-- Opening Marker --
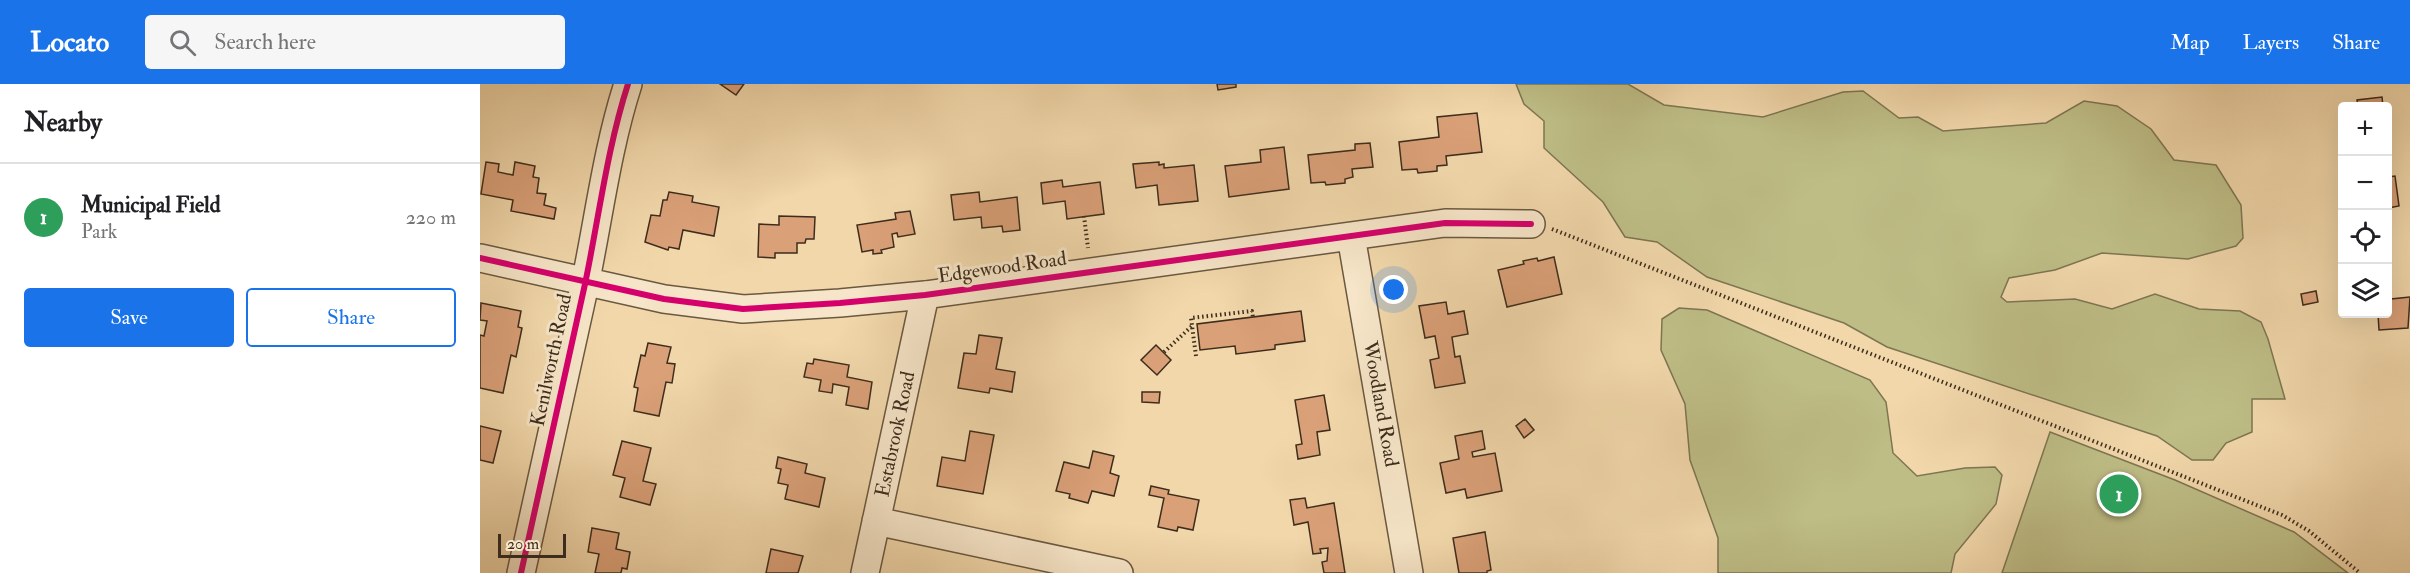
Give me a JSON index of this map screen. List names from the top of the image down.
{
  "streets": {
    "street": [
      "Edgewood Road",
      "Kenilworth Road",
      "Woodland Road",
      "Estabrook Road"
    ]
  },
  "crossings": [
    ["Edgewood Road", "Kenilworth Road"],
    ["Edgewood Road", "Woodland Road"],
    ["Edgewood Road", "Estabrook Road"]
  ],
  "scale_bar": "20 m",
  "page": {
    "header": "Locato",
    "search": "Search here",
    "nav": ["Map", "Layers", "Share"],
    "heading": "Nearby",
    "map_buttons": ["+", "−"],
    "list": [
      {
        "mark": "1",
        "name": "Municipal Field",
        "note": "Park",
        "value": "220 m"
      }
    ],
    "buttons": ["Save", "Share"],
    "pins": "1",
    "scale": "20 m"
  }
}
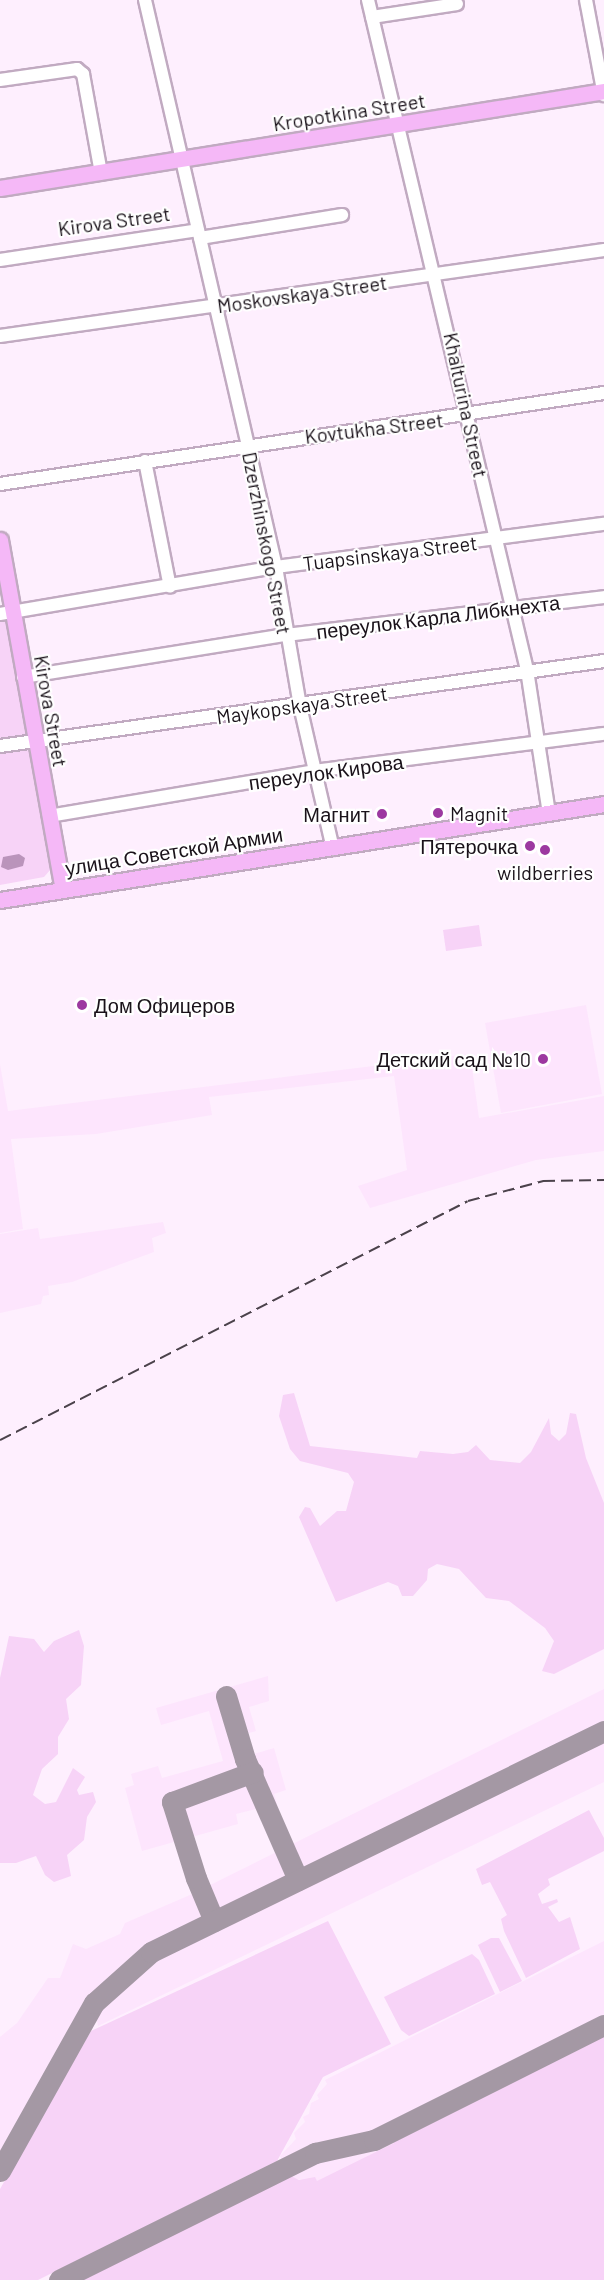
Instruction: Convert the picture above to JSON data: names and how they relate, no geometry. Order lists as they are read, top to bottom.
{
  "streets": {
    "main road": ["Kropotkina Street", "Kirova Street", "улица Советской Армии"],
    "street": [
      "Moskovskaya Street",
      "Khalturina Street",
      "Kovtukha Street",
      "Dzerzhinskogo Street",
      "Tuapsinskaya Street",
      "переулок Карла Либкнехта",
      "Maykopskaya Street",
      "переулок Кирова"
    ]
  },
  "crossings": [
    ["Kropotkina Street", "Khalturina Street"],
    ["Kropotkina Street", "Dzerzhinskogo Street"],
    ["Kirova Street", "Dzerzhinskogo Street"],
    ["Kirova Street", "Tuapsinskaya Street"],
    ["Kirova Street", "переулок Карла Либкнехта"],
    ["Kirova Street", "Maykopskaya Street"],
    ["Kirova Street", "переулок Кирова"],
    ["Kirova Street", "улица Советской Армии"],
    ["Moskovskaya Street", "Khalturina Street"],
    ["Moskovskaya Street", "Dzerzhinskogo Street"],
    ["Khalturina Street", "Kovtukha Street"],
    ["Khalturina Street", "Tuapsinskaya Street"],
    ["Khalturina Street", "переулок Карла Либкнехта"],
    ["Khalturina Street", "Maykopskaya Street"],
    ["Khalturina Street", "переулок Кирова"],
    ["Khalturina Street", "улица Советской Армии"],
    ["Kovtukha Street", "Dzerzhinskogo Street"],
    ["Dzerzhinskogo Street", "Tuapsinskaya Street"],
    ["Dzerzhinskogo Street", "переулок Карла Либкнехта"],
    ["Dzerzhinskogo Street", "Maykopskaya Street"],
    ["Dzerzhinskogo Street", "переулок Кирова"],
    ["Dzerzhinskogo Street", "улица Советской Армии"]
  ],
  "places": [
    "Magnit",
    "Магнит",
    "Пятерочка",
    "wildberries",
    "Дом Офицеров",
    "Детский сад №10"
  ]
}
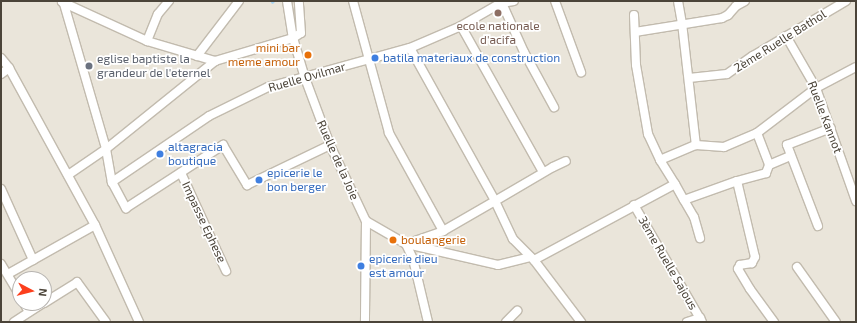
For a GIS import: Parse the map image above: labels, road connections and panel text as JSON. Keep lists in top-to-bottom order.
{
  "streets": {
    "street": [
      "2ème Ruelle Bathol",
      "Ruelle Ovilmar",
      "Ruelle Kannot",
      "Ruelle de la Joie",
      "Impasse Ephese",
      "3ème Ruelle Sajous"
    ]
  },
  "crossings": [
    ["2ème Ruelle Bathol", "Ruelle Kannot"],
    ["Ruelle Ovilmar", "Ruelle de la Joie"]
  ],
  "places": [
    "ecole nationale d'acifa",
    "mini bar meme amour",
    "batila materiaux de construction",
    "eglise baptiste la grandeur de l'eternel",
    "altagracia boutique",
    "epicerie le bon berger",
    "boulangerie",
    "epicerie dieu est amour"
  ],
  "north": "right"
}
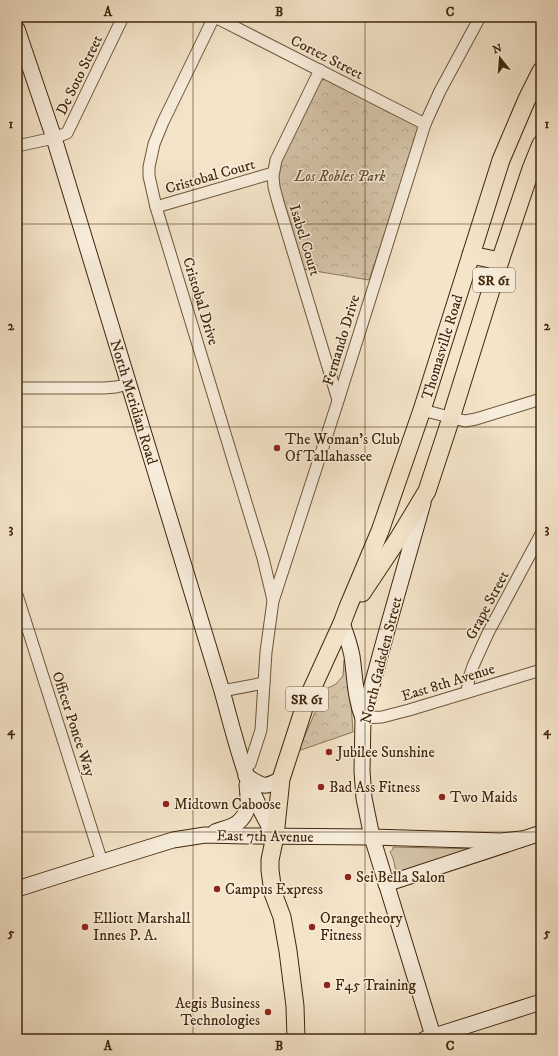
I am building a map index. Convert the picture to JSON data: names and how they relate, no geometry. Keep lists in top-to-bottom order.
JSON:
-- Closing Marker --
▶ **Activity**
The whole listing above, line by line, needs to be copied exactly, except for any images.

▶ **Response for this exercise**
Give me a JSON index of this map screen. List names from the top of the image down.
{
  "streets": {
    "street": [
      "Edgewood Road",
      "Kenilworth Road",
      "Woodland Road",
      "Estabrook Road"
    ]
  },
  "crossings": [
    ["Edgewood Road", "Kenilworth Road"],
    ["Edgewood Road", "Woodland Road"],
    ["Edgewood Road", "Estabrook Road"]
  ],
  "scale_bar": "20 m",
  "page": {
    "header": "Locato",
    "search": "Search here",
    "nav": ["Map", "Layers", "Share"],
    "heading": "Nearby",
    "map_buttons": ["+", "−"],
    "list": [
      {
        "mark": "1",
        "name": "Municipal Field",
        "note": "Park",
        "value": "220 m"
      }
    ],
    "buttons": ["Save", "Share"],
    "pins": "1",
    "scale": "20 m"
  }
}
Instruction: Convert the picture above to JSON data: names and how they relate, no geometry. Order lists as they are read, top to bottom.
{
  "streets": {
    "main road": ["Kropotkina Street", "Kirova Street", "улица Советской Армии"],
    "street": [
      "Moskovskaya Street",
      "Khalturina Street",
      "Kovtukha Street",
      "Dzerzhinskogo Street",
      "Tuapsinskaya Street",
      "переулок Карла Либкнехта",
      "Maykopskaya Street",
      "переулок Кирова"
    ]
  },
  "crossings": [
    ["Kropotkina Street", "Khalturina Street"],
    ["Kropotkina Street", "Dzerzhinskogo Street"],
    ["Kirova Street", "Dzerzhinskogo Street"],
    ["Kirova Street", "Tuapsinskaya Street"],
    ["Kirova Street", "переулок Карла Либкнехта"],
    ["Kirova Street", "Maykopskaya Street"],
    ["Kirova Street", "переулок Кирова"],
    ["Kirova Street", "улица Советской Армии"],
    ["Moskovskaya Street", "Khalturina Street"],
    ["Moskovskaya Street", "Dzerzhinskogo Street"],
    ["Khalturina Street", "Kovtukha Street"],
    ["Khalturina Street", "Tuapsinskaya Street"],
    ["Khalturina Street", "переулок Карла Либкнехта"],
    ["Khalturina Street", "Maykopskaya Street"],
    ["Khalturina Street", "переулок Кирова"],
    ["Khalturina Street", "улица Советской Армии"],
    ["Kovtukha Street", "Dzerzhinskogo Street"],
    ["Dzerzhinskogo Street", "Tuapsinskaya Street"],
    ["Dzerzhinskogo Street", "переулок Карла Либкнехта"],
    ["Dzerzhinskogo Street", "Maykopskaya Street"],
    ["Dzerzhinskogo Street", "переулок Кирова"],
    ["Dzerzhinskogo Street", "улица Советской Армии"]
  ],
  "places": [
    "Magnit",
    "Магнит",
    "Пятерочка",
    "wildberries",
    "Дом Офицеров",
    "Детский сад №10"
  ]
}
For a GIS import: Parse the map image above: labels, road connections and panel text as JSON. Keep lists in top-to-bottom order.
{
  "streets": {
    "street": [
      "2ème Ruelle Bathol",
      "Ruelle Ovilmar",
      "Ruelle Kannot",
      "Ruelle de la Joie",
      "Impasse Ephese",
      "3ème Ruelle Sajous"
    ]
  },
  "crossings": [
    ["2ème Ruelle Bathol", "Ruelle Kannot"],
    ["Ruelle Ovilmar", "Ruelle de la Joie"]
  ],
  "places": [
    "ecole nationale d'acifa",
    "mini bar meme amour",
    "batila materiaux de construction",
    "eglise baptiste la grandeur de l'eternel",
    "altagracia boutique",
    "epicerie le bon berger",
    "boulangerie",
    "epicerie dieu est amour"
  ],
  "north": "right"
}
I am building a map index. Convert the picture to JSON data: names and how they relate, no geometry. Keep lists in top-to-bottom order.
JSON:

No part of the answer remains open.